For more information about data processing by Zendesk, see privacy policies from Zendesk.
Your rights
You can contact us at any time if you want to request information, deletion, restriction or objection. Please use the available contact details for this purpose. Requests must be made in writing so that we can clearly identify the requester.
information
According to the Federal Data Protection Act, you have the right to receive information about your stored data free of charge and, if applicable, a right to correct, block or delete this data. In this case, please contact us using the contact details above.

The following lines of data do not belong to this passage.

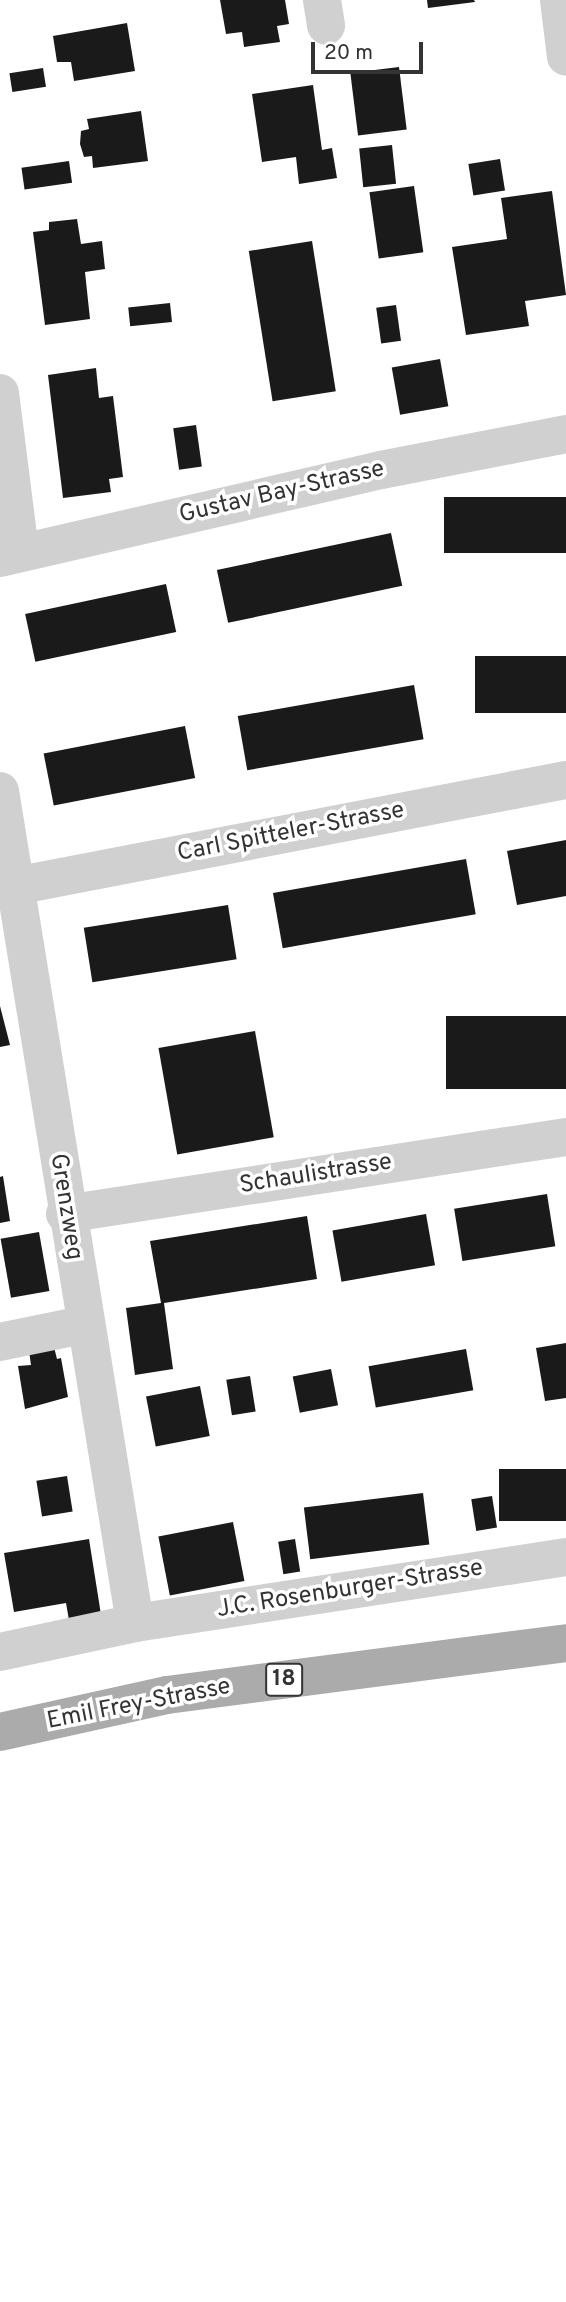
<!DOCTYPE html>
<style>
body{margin:0}
#map{position:relative;width:566px;height:2302px;overflow:hidden;background:#fff;font-family:Overpass,sans-serif}
div>[style]{position:absolute}
[style*='--x']{left:calc(var(--x)*1px);top:calc(var(--y)*1px);width:calc(var(--w)*1px);rotate:calc(var(--a)*1deg)}
.building>*{inset:0;background:#1a1a1a;transform-origin:0 0}
.minor>*{height:38px;margin:-19px;padding:0 19px;transform-origin:19px;border-radius:19px;background:#d0d0d0}
.major>*{height:38px;margin:-19px;padding:0 19px;transform-origin:19px;border-radius:19px;background:#ababab}
span{translate:-50% -50%;white-space:nowrap;text-align:center;line-height:1.15;-webkit-text-stroke:7px #fff;paint-order:stroke}
.shield-label span{padding:2px 5px;background:#fff;border:2px solid;border-radius:5px;-webkit-text-stroke-width:0}
.shield-label{font-size:23px;color:#333;font-weight:700}
.street-label{font-size:24px;color:#333}
.scale{position:absolute;left:311px;top:42px;width:112px;height:32px;box-sizing:border-box;border:4px solid #333;border-top:0;padding-left:9px;font-size:21px;line-height:24px;white-space:nowrap;color:#333;-webkit-text-stroke:5px #fff;paint-order:stroke}
</style>
<div id="map">
<div class="building">
<div style="clip-path:polygon(220px 0,285px 0,289px 24px,277px 26px,280px 42px,244px 47px,242px 32px,226px 34px)"></div>
<div style="clip-path:polygon(427px 0,474px 0,475px 2px,428px 8px)"></div>
<div style="clip-path:polygon(127px 23px,135px 71px,74px 81px,71px 62px,57px 62px,53px 36px)"></div>
<div style="left:399px;top:67px;width:63px;height:49px;rotate:83deg"></div>
<div style="left:43px;top:68px;width:19px;height:34px;rotate:81deg"></div>
<div style="clip-path:polygon(313px 85px,322px 150px,332px 148px,337px 178px,299px 184px,296px 157px,262px 162px,252px 94px)"></div>
<div style="clip-path:polygon(141px 111px,148px 161px,93px 168px,92px 156px,84px 157px,80px 144px,81px 131px,89px 129px,87px 119px)"></div>
<div style="left:392px;top:145px;width:39px;height:33px;rotate:84deg"></div>
<div style="left:500px;top:159px;width:32px;height:32px;rotate:81deg"></div>
<div style="left:69px;top:161px;width:22px;height:48px;rotate:82deg"></div>
<div style="left:414px;top:186px;width:67px;height:45px;rotate:82deg"></div>
<div style="clip-path:polygon(552px 191px,566px 295px,525px 301px,529px 326px,466px 335px,452px 247px,507px 239px,501px 198px)"></div>
<div style="clip-path:polygon(77px 219px,81px 244px,102px 241px,105px 269px,85px 272px,90px 319px,45px 325px,33px 232px,49px 230px,49px 222px)"></div>
<div style="left:312px;top:241px;width:152px;height:64px;rotate:81deg"></div>
<div style="left:170px;top:303px;width:19px;height:42px;rotate:84deg"></div>
<div style="left:396px;top:305px;width:36px;height:20px;rotate:82deg"></div>
<div style="left:440px;top:359px;width:48px;height:49px;rotate:80deg"></div>
<div style="clip-path:polygon(96px 368px,99px 398px,113px 396px,123px 477px,109px 479px,111px 492px,63px 498px,48px 375px)"></div>
<div style="left:196px;top:425px;width:42px;height:23px;rotate:82deg"></div>
<div style="left:566px;top:497px;width:56px;height:122px;rotate:90deg"></div>
<div style="left:391px;top:533px;width:54px;height:178px;rotate:78deg"></div>
<div style="left:166px;top:584px;width:49px;height:144px;rotate:78deg"></div>
<div style="left:566px;top:656px;width:57px;height:91px;rotate:90deg"></div>
<div style="left:414px;top:685px;width:55px;height:179px;rotate:80deg"></div>
<div style="left:185px;top:726px;width:53px;height:144px;rotate:79deg"></div>
<div style="clip-path:polygon(566px 840px,566px 896px,517px 905px,507px 851px)"></div>
<div style="left:466px;top:859px;width:56px;height:196px;rotate:80deg"></div>
<div style="left:228px;top:905px;width:55px;height:146px;rotate:81deg"></div>
<div style="clip-path:polygon(0 1006px,10px 1045px,0 1047px)"></div>
<div style="left:566px;top:1016px;width:73px;height:120px;rotate:90deg"></div>
<div style="left:255px;top:1031px;width:108px;height:98px;rotate:80deg"></div>
<div style="clip-path:polygon(3px 1176px,10px 1221px,0 1223px,0 1177px)"></div>
<div style="left:547px;top:1194px;width:53px;height:94px;rotate:81deg"></div>
<div style="left:426px;top:1214px;width:52px;height:95px;rotate:80deg"></div>
<div style="clip-path:polygon(307px 1216px,317px 1279px,164px 1303px,173px 1369px,135px 1375px,126px 1308px,161px 1303px,150px 1241px)"></div>
<div style="left:39px;top:1232px;width:60px;height:39px;rotate:80deg"></div>
<div style="clip-path:polygon(566px 1343px,566px 1398px,545px 1401px,536px 1348px)"></div>
<div style="clip-path:polygon(54px 1347px,57px 1359px,61px 1358px,68px 1397px,25px 1409px,18px 1366px,31px 1365px,29px 1351px)"></div>
<div style="left:466px;top:1349px;width:42px;height:99px;rotate:80deg"></div>
<div style="left:331px;top:1369px;width:37px;height:39px;rotate:79deg"></div>
<div style="left:250px;top:1376px;width:36px;height:24px;rotate:81deg"></div>
<div style="left:200px;top:1386px;width:51px;height:55px;rotate:79deg"></div>
<div style="left:566px;top:1469px;width:52px;height:67px;rotate:90deg"></div>
<div style="left:67px;top:1476px;width:36px;height:31px;rotate:81deg"></div>
<div style="left:423px;top:1493px;width:52px;height:120px;rotate:83deg"></div>
<div style="left:492px;top:1496px;width:32px;height:21px;rotate:81deg"></div>
<div style="left:233px;top:1522px;width:60px;height:76px;rotate:79deg"></div>
<div style="clip-path:polygon(89px 1539px,102px 1621px,70px 1626px,66px 1603px,14px 1612px,4px 1553px)"></div>
<div style="left:295px;top:1539px;width:33px;height:17px;rotate:81deg"></div>
</div>
<div class="minor">
<div style="--x:322;--y:0;--w:26;--a:81"></div>
<div style="--x:559;--y:0;--w:57;--a:83"></div>
<div style="--x:0;--y:393;--w:160;--a:82.8"></div>
<div style="--x:0;--y:558;--w:391;--a:-13"></div>
<div style="--x:381;--y:470;--w:188;--a:-11"></div>
<div style="--x:0;--y:791;--w:843;--a:80.78"></div>
<div style="--x:15;--y:886;--w:561;--a:-10.89"></div>
<div style="--x:65;--y:1214;--w:507;--a:-8.74"></div>
<div style="--x:0;--y:1342;--w:85;--a:-11.6"></div>
<div style="--x:0;--y:1652;--w:138;--a:-12.1"></div>
<div style="--x:135;--y:1623;--w:436;--a:-8.7"></div>
</div>
<div class="major">
<div style="--x:0;--y:1732;--w:171;--a:-12.5"></div>
<div style="--x:167;--y:1695;--w:402;--a:-7.4"></div>
</div>
<div class="shield-label">
<span style="left:284px;top:1680px">18</span>
</div>
<div class="street-label">
<span style="left:282px;top:493px;rotate:-13deg">Gustav Bay-Strasse</span>
<span style="left:291px;top:833px;rotate:-11deg">Carl Spitteler-Strasse</span>
<span style="left:316px;top:1175px;rotate:-9deg">Schaulistrasse</span>
<span style="left:65px;top:1207px;rotate:81deg">Grenzweg</span>
<span style="left:350px;top:1590px;rotate:-9deg">J.C. Rosenburger-Strasse</span>
<span style="left:139px;top:1705px;rotate:-11deg">Emil Frey-Strasse</span>
</div>
<div class="scale">20 m</div>
</div>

Right to lodge a complaint
If you have legitimate doubts about our handling of your data, please inform us or contact the appropriate supervisory authority.
changes
We reserve the right to amend this privacy policy from time to time. We therefore recommend that you review this statement regularly.
Rights of data subjects
You have the right to:
- to withdraw your consent to us at any time in accordance with Article 7 (3) GDPR. As a result, we are no longer allowed to continue data processing based on this consent in the future;
- to request information about your personal data processed by us in accordance with Art. 15 GDPR. In particular, you can request information about the purposes of processing, the category of personal data, the categories of recipients to whom your data has been or will be disclosed, the planned storage period, the existence of a right of correction, deletion, restriction of processing or objection, the existence of a right of appeal, the origin of your data, unless it has been collected from us;
- in accordance with Article 16 GDPR, to immediately request the correction of incorrect or completed personal data stored by us;
- to request the deletion of your personal data stored by us in accordance with Article 17 GDPR, unless processing is necessary to exercise the right to freedom of expression and information, to fulfill a legal obligation, for reasons of public interest or to assert, exercise or defend legal claims;
- to request the restriction of the processing of your personal data in accordance with Article 18 GDPR, insofar as the accuracy of the data is disputed by you, the processing is unlawful, but you refuse to delete it and we no longer need the data, but you need it to assert, exercise or defend legal claims or you have objected to processing in accordance with Article 21 GDPR;
- in accordance with Article 20 GDPR, to receive your personal data that you have provided to us in a structured, common and machine-readable format or to request transmission to another person responsible and
- to complain to a supervisory authority in accordance with Article 77 GDPR. As a rule, you can contact the supervisory authority of your usual place of residence or workplace or our company headquarters.